> _What is required_
Search the records below for the word "scale" and show every line where it occurs.

Supplied information START

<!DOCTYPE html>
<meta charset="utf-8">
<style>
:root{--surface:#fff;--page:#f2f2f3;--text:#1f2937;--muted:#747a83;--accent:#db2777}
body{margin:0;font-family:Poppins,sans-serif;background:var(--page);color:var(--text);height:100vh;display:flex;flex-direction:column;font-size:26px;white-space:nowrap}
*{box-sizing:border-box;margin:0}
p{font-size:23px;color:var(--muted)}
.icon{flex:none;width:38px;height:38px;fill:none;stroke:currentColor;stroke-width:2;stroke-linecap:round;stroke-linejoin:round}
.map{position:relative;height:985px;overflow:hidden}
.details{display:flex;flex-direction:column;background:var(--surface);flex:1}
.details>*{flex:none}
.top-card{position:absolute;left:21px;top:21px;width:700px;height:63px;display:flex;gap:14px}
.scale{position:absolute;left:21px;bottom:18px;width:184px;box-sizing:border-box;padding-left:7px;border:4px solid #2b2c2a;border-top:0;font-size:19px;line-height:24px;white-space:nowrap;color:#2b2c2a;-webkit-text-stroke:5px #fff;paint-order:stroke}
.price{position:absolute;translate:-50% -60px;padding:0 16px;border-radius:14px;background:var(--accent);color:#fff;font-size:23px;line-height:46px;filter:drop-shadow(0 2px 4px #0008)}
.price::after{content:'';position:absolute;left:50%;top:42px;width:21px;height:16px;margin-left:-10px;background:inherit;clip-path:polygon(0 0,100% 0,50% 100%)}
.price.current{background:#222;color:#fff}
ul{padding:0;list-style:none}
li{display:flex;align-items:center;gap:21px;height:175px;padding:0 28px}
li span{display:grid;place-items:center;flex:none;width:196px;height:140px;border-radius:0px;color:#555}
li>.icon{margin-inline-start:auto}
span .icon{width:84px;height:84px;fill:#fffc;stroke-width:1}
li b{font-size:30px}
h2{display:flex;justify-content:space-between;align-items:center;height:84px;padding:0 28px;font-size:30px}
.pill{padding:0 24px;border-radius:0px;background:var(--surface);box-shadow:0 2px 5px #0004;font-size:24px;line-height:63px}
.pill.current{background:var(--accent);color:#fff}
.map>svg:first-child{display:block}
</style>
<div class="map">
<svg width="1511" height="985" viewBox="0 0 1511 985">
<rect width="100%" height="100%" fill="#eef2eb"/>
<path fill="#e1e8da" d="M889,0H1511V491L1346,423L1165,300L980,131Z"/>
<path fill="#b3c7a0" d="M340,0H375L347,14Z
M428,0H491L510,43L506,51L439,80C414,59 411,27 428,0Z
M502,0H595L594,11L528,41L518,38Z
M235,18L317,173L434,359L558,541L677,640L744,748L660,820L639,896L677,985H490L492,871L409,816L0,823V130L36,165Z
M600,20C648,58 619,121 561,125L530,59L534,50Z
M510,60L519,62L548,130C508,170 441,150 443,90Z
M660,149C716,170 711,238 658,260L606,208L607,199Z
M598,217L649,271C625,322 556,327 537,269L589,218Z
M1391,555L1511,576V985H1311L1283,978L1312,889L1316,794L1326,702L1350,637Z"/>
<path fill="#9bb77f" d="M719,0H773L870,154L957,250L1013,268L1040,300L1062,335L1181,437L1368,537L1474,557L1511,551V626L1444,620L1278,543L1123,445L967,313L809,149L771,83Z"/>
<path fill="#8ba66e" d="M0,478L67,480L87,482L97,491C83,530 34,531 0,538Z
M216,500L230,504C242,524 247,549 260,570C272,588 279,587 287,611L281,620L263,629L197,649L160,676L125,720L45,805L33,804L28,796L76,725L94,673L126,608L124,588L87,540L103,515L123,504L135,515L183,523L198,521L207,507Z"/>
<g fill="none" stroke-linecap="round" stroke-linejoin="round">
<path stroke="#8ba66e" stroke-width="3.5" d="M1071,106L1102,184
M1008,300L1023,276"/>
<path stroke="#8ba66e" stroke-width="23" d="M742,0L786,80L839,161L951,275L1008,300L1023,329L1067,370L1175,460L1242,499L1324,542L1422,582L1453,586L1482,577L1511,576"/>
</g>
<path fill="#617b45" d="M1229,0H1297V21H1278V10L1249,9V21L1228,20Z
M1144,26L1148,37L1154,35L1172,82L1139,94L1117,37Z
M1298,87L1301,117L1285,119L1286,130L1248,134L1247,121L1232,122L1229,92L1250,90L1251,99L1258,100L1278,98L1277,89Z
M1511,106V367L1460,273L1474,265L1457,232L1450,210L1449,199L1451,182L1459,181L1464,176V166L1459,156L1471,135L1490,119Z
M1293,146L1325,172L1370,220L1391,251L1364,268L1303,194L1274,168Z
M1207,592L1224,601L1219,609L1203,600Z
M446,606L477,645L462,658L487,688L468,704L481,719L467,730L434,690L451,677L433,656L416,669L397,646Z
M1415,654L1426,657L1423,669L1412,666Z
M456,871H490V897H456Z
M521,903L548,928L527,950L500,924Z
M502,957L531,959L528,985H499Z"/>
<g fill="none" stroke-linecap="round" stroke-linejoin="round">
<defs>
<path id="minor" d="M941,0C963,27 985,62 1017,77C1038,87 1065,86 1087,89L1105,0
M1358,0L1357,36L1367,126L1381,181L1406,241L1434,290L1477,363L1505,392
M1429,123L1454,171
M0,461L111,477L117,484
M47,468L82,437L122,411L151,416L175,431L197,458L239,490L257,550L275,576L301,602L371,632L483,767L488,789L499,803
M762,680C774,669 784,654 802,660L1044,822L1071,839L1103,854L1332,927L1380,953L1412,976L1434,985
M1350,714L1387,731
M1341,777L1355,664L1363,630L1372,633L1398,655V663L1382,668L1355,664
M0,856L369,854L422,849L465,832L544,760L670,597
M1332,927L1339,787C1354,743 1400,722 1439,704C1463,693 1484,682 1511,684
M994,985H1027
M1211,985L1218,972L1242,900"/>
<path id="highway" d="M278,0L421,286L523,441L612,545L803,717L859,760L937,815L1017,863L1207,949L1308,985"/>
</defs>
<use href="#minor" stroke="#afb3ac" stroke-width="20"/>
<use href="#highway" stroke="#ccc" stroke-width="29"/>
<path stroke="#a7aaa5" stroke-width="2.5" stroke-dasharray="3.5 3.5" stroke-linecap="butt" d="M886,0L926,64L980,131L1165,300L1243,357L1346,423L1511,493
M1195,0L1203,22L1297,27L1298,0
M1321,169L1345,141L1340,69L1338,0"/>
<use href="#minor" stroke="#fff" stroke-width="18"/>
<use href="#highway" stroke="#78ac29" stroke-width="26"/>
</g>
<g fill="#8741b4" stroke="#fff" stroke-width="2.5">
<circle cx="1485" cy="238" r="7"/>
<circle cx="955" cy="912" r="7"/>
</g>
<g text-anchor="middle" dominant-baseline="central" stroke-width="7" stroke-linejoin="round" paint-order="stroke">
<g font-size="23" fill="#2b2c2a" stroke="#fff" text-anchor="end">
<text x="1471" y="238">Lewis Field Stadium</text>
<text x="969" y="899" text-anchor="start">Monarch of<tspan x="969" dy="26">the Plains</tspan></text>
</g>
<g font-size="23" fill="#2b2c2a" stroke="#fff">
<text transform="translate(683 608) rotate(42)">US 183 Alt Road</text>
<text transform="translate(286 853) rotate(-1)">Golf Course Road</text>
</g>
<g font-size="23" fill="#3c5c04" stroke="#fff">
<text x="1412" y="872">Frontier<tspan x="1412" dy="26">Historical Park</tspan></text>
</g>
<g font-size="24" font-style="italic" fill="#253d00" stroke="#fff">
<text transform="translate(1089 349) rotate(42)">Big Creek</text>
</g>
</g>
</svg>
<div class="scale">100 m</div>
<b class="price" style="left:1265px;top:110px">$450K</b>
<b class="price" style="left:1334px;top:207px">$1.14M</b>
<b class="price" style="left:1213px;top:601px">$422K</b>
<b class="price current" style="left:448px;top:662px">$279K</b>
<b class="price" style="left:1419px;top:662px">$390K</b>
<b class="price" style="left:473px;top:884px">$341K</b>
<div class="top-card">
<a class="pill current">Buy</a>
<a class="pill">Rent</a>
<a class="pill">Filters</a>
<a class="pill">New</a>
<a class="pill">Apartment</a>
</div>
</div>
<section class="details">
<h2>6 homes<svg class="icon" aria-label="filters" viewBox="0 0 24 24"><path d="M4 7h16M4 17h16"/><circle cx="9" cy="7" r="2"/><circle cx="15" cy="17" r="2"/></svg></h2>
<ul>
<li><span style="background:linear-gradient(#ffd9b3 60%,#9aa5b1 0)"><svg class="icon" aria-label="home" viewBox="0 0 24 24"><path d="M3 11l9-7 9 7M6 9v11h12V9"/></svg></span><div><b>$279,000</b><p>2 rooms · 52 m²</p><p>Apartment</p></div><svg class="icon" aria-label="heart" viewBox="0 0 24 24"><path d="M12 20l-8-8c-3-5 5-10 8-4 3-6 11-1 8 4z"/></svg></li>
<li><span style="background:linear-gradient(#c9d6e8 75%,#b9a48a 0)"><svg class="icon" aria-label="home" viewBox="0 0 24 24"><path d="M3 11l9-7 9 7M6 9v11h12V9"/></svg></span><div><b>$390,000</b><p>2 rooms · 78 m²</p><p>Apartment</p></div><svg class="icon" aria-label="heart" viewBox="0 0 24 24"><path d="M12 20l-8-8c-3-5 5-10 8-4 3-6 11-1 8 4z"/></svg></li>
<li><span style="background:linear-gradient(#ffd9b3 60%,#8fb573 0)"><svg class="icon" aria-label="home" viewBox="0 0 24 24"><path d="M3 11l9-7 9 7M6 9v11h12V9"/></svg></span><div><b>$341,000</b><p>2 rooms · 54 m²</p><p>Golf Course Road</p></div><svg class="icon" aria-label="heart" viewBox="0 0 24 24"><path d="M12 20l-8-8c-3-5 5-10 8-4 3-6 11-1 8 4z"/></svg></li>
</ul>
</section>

Supplied information END

> _Answer for the task_
.scale{position:absolute;left:21px;bottom:18px;width:184px;box-sizing:border-box;padding-left:7px;border:4px solid #2b2c2a;border-top:0;font-size:19px;line-height:24px;white-space:nowrap;color:#2b2c2a;-webkit-text-stroke:5px #fff;paint-order:stroke}
<div class="scale">100 m</div>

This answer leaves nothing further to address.